Publié le Mercredi 28 juin 2017 à 10h10.

Ford Blanquefort (33) : Non, il n’y a vraiment pas d’immunité ouvrière !

C’est par lettre recommandée que quatre militants syndicalistes de l’usine Ford ont reçu le 1er juin dernier une ordonnance pénale signifiant leur condamnation à 231 euros d’amende pour trois d’entre eux et 431 euros pour celui qui est considéré comme le meneur. Ce n’est pas une mince affaire car il s’agit bien d’un délit et pas d’une contravention. Un délit qui restera inscrit dans le casier judiciaire...

C’est un juge à Paris qui a décidé cette sentence à partir des rapports de police, sans même organiser un procès, sans même inviter les syndicalistes à se défendre contre les accusations. C’est donc comme ça que ça se passe...

Pour rappel, Ford avait porté plainte contre des syndicalistes pour de prétendues dégradations sur leur stand au Salon de l’automobile. Nous étions effectivement environ 300 salariés en 2012, puis une centaine en 2014, à avoir manifesté à Paris pour la défense de nos emplois, en envahissant le stand Ford, à coups notamment d’autocollants et de confettis… En réalité, ni Ford ni personne n’a apporté aucune preuve de dégradation. Dans leur plainte, les dirigeants de la multinationale parle d’un capot de voiture légèrement enfoncé, mais les photos ne sont pas du tout démonstratives et surtout la réparation aurait été effectuée six mois après les faits... Enfin, les plaignants n’apportent aucune preuve non plus sur qui précisément aurait pu faire ces dégradations : précisons que la condamnation collective, ça n’existe pas...

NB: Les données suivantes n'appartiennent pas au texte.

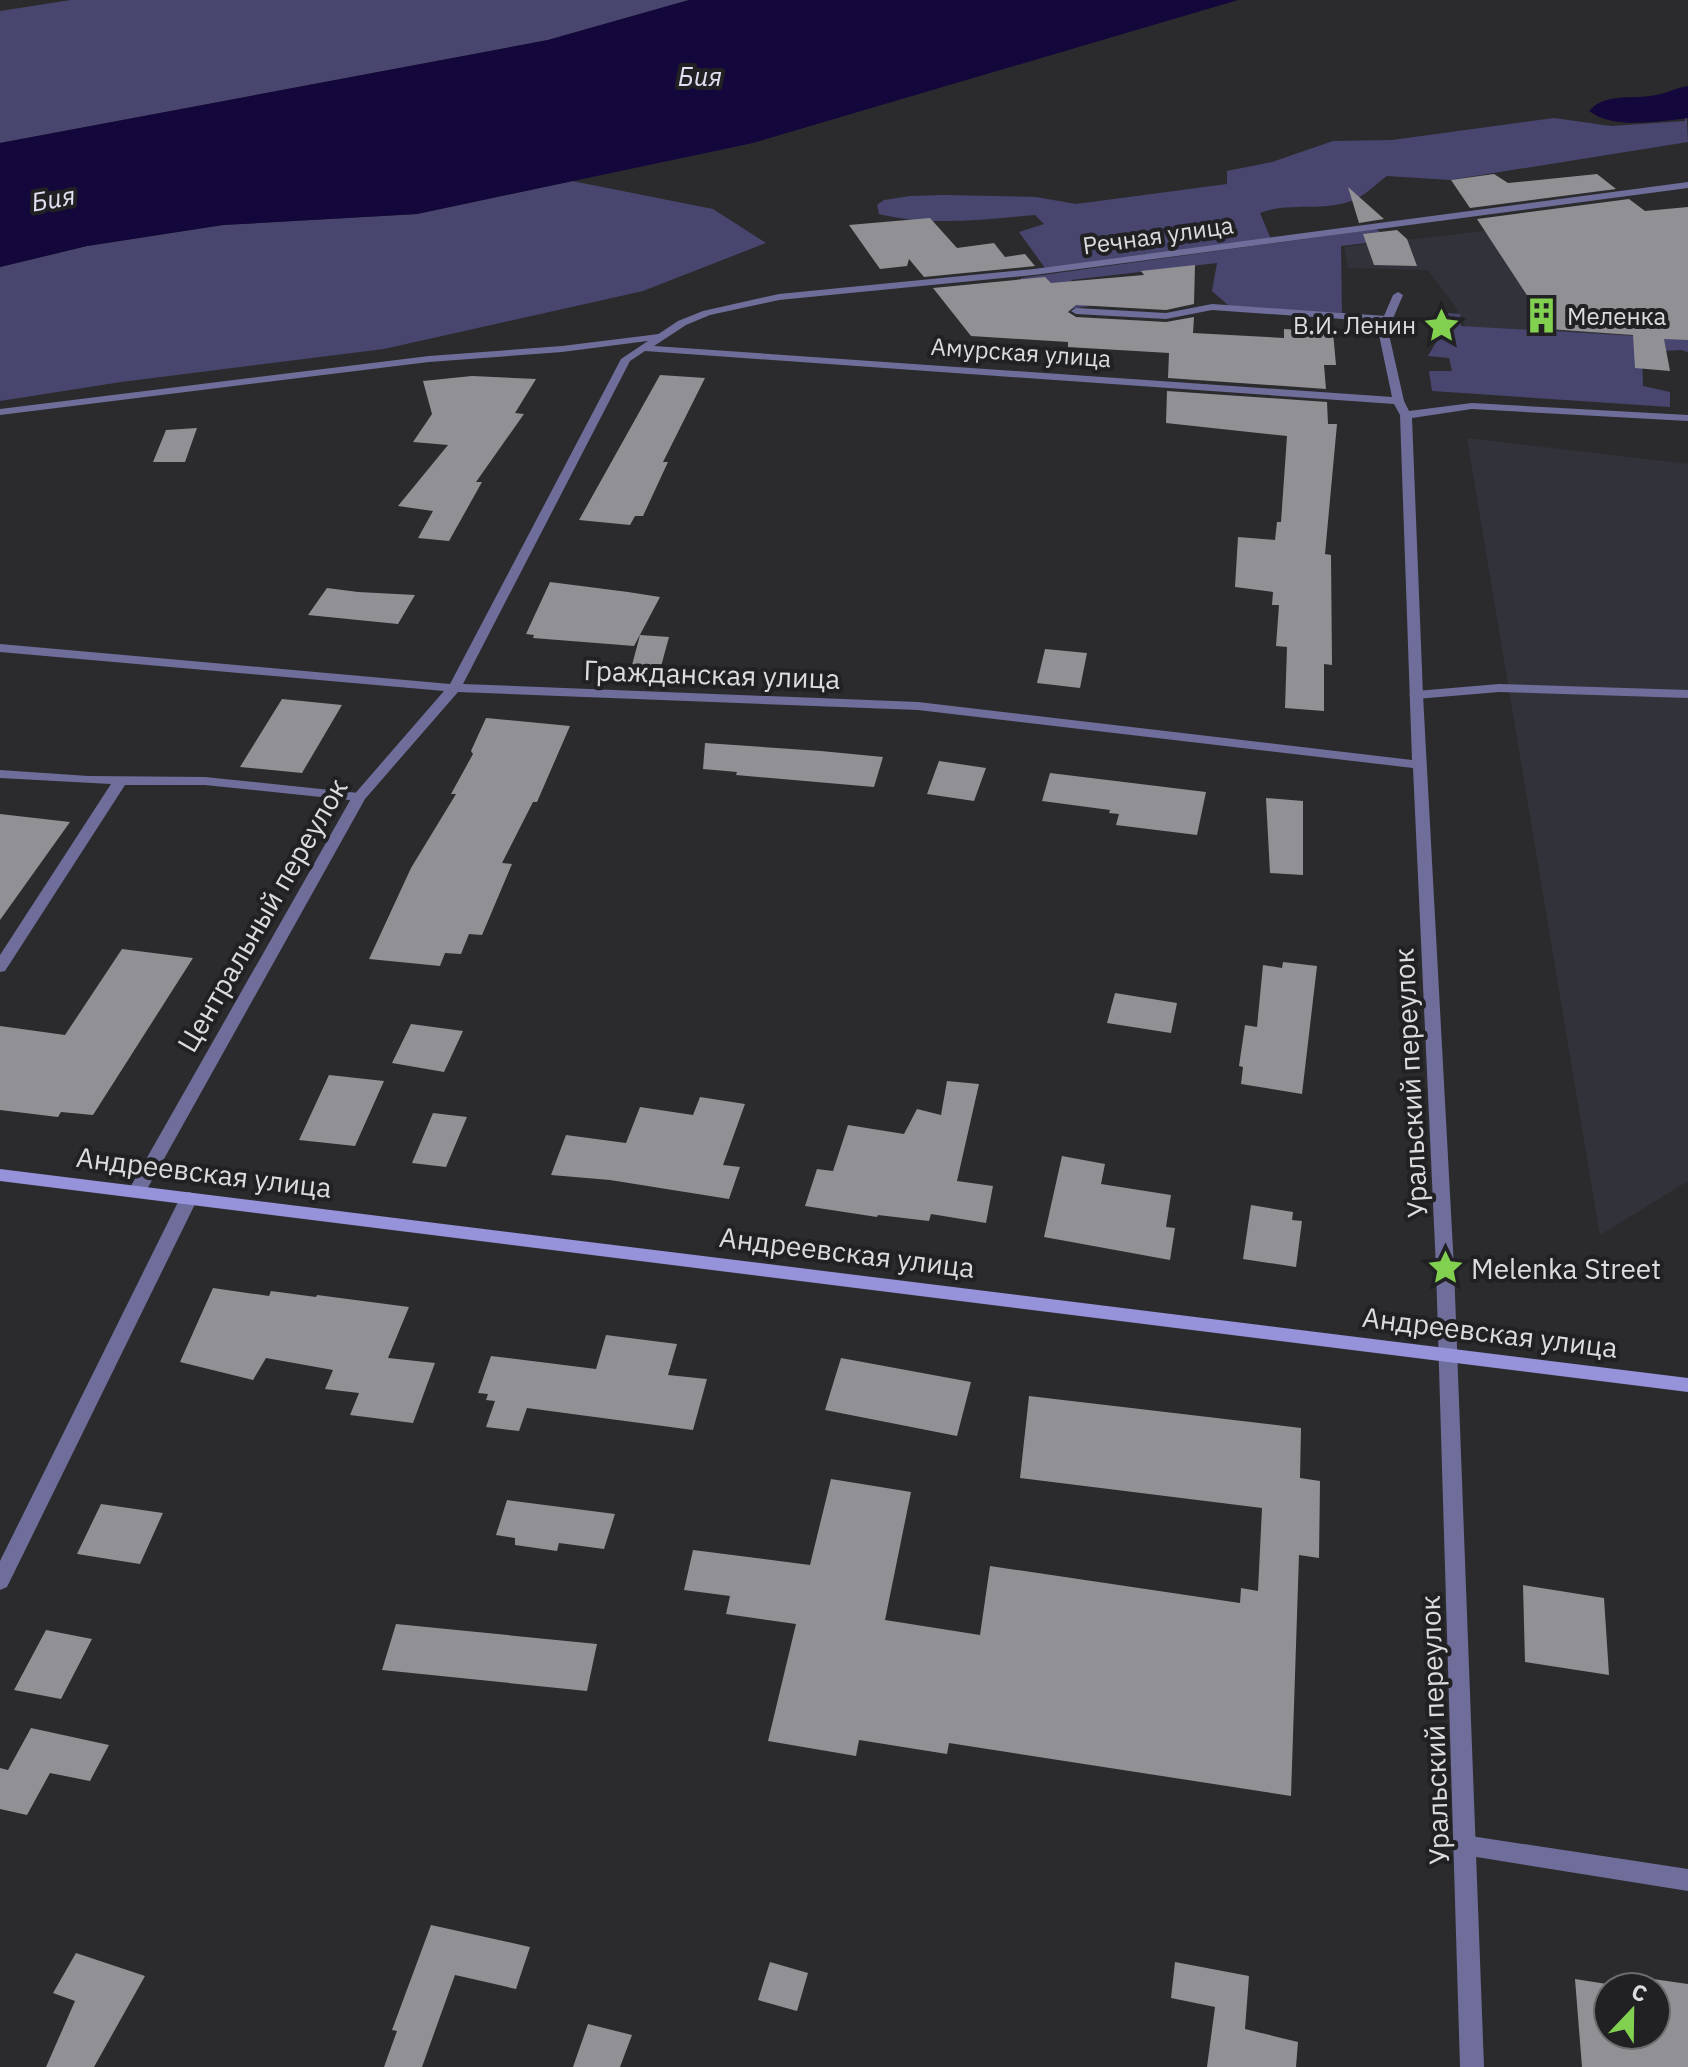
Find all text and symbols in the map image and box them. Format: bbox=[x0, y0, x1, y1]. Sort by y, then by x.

Mais la justice, à l’image d’un procureur et d’un juge, ne s’embarrasse pas de trop de ce type de détails. Il y a eu manifestation, un patron mécontent, de la mauvaise publicité, une plainte déposée, le parquet qui s’en mêle trois ans après, des convocations policières pour essayer d’établir les faits largement contestés par les militants visés, des mois sans aucunes nouvelles, et on se retrouve donc 15 mois plus tard avec ces ordonnances pénales.

Menaces sur notre avenir

Tout cela est clairement inacceptable, et c’est pour cela que nous faisons opposition à cette décision de condamnation. Alors il y aura une suite, avec certainement un procès. C’est donc une bataille qui continue contre la répression et les tentatives d’intimidation, mais aussi pour le droit à manifester et la liberté d’expression. 

Tout cela se passe aussi dans un contexte toujours difficile, avec des menaces lourdes concernant l’avenir du site et de ses 910 emplois (sans compter les emplois induits). L’activité actuelle largement insuffisante se termine d’ici 18 mois (début 2019), et à ce jour, nous n’avons rien au-delà. Ford n’apporte aucune production et reste pour l’instant très silencieux, ce qui est particulièrement inquiétant. 

En début d’année, nous avions fait des journées de grèves, des débrayages, des rassemblements à Bordeaux pour protester et secouer les pouvoirs publics comme pour pousser Ford à changer de politique. Cela avait permis d’alerter et de réactiver le « dossier ». Mais cela ne suffit pas : il faut une véritable mobilisation des salariés, de la population aussi, pour changer la donne.

Comme dans beaucoup d’endroits, l’ambiance dans l’usine est à la résignation. Mais pour une minorité de salariés, il s’agit de ne pas lâcher, de résister et d’essayer d’entraîner les collègues pour réamorcer la bataille pour la sauvegarde des emplois. Même avec les intimidations patronales et les condamnations pénales, on s’accroche et on y croit encore.